Kenya : Emuhaya et ses pierres qui parlent

De la contamination à l’activisme en passant par le désespoir

Publié le 14 janvier 2010 sur OSIBouaké.org

Emuhaya, 2 décembre 2009 (PLUSNEWS) - Il y a 15 ans, Dan On’gayi fut le premier habitant d’Emuhaya, un village situé dans l’ouest du Kenya, à révéler publiquement sa séropositivité. A l’époque, la réaction de sa collectivité fut si cinglante qu’il avait envisagé de mettre fin à ses jours. On'gayi devant une "pierre qui parle" « A l’église, je m’asseyais sur mon banc et personne n’osait me saluer, mes enfants étaient traumatisés et ma femme vivait recluse, et ce, à cause de ma séropositivité », a-t-il confié. « Je pensais que mourir valait mieux que continuer de vivre ».

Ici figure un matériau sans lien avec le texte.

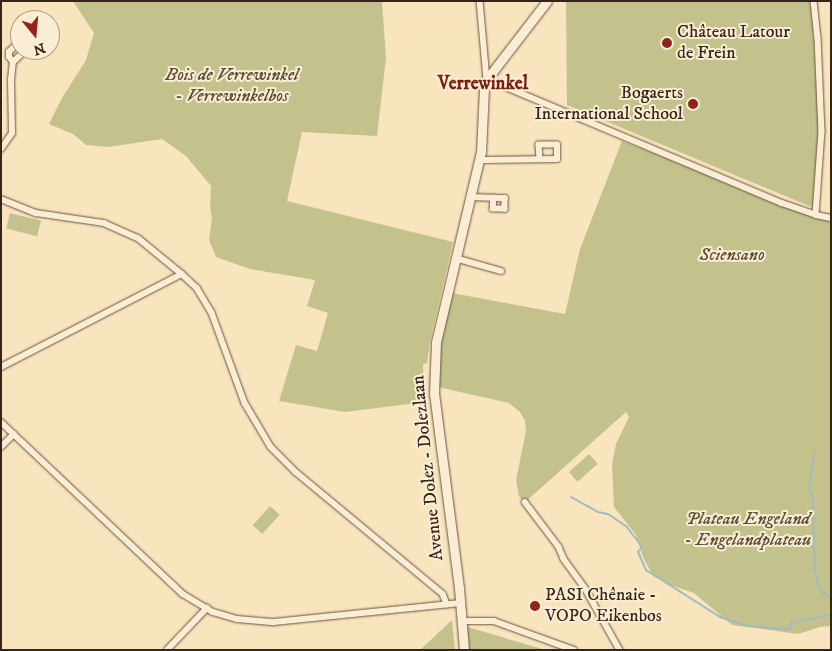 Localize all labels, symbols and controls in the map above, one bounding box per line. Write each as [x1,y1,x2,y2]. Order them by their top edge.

Six ans plus tard, afin de protester contre les mauvais traitements infligés de manière continue aux membres de sa famille, M. On’gayi creusa une tombe et invita la communauté à le regarder enterrer vivants les membres de sa famille.

« J’avais construit un cercueil et creusé une grande tombe afin d’y enterrer tous les membres de ma famille, car j’avais le sentiment que la discrimination dont ils étaient victimes étaient trop difficile à supporter », a-t-il déclaré.

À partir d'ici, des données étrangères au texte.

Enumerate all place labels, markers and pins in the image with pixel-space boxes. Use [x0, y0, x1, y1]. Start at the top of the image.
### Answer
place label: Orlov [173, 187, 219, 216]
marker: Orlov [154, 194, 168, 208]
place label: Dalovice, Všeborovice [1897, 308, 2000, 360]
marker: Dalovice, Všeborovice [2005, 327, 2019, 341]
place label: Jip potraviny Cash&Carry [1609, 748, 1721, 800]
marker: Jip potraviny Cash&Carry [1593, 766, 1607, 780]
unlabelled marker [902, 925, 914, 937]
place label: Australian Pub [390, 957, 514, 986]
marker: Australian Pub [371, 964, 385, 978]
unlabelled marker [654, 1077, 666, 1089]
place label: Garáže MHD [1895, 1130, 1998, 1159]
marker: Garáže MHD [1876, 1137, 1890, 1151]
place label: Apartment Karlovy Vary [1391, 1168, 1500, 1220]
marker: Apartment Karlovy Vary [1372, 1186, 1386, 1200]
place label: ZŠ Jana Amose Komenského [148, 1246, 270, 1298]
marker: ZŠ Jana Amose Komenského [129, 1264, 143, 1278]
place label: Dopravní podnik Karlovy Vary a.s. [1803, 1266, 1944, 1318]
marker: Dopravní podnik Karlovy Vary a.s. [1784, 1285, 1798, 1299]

Des membres du gouvernement local ont eu vent de son projet et sont intervenus, en l’orientant vers un conseiller.

« Après avoir suivi des séances de conseil, j’ai brûlé le cercueil et j’ai placé un gros rocher sur la tombe, sur lequel j’ai écrit des messages sur le VIH   et sur la manière dont les gens pouvaient vivre positivement avec la maladie », a-t-il expliqué.

Aujourd’hui, on peut trouver des roches de M. On’gay à travers tout le village et lire des messages écrits à la fois en langue locale (luhya) et en anglais.

« La discrimination et la stigmatisation tuent plus rapidement que le VIH   », peut-on lire sur une pierre. « L’allaitement exclusif est bon pour votre bébé quand vous avez le VIH   » est inscrit sur un autre rocher.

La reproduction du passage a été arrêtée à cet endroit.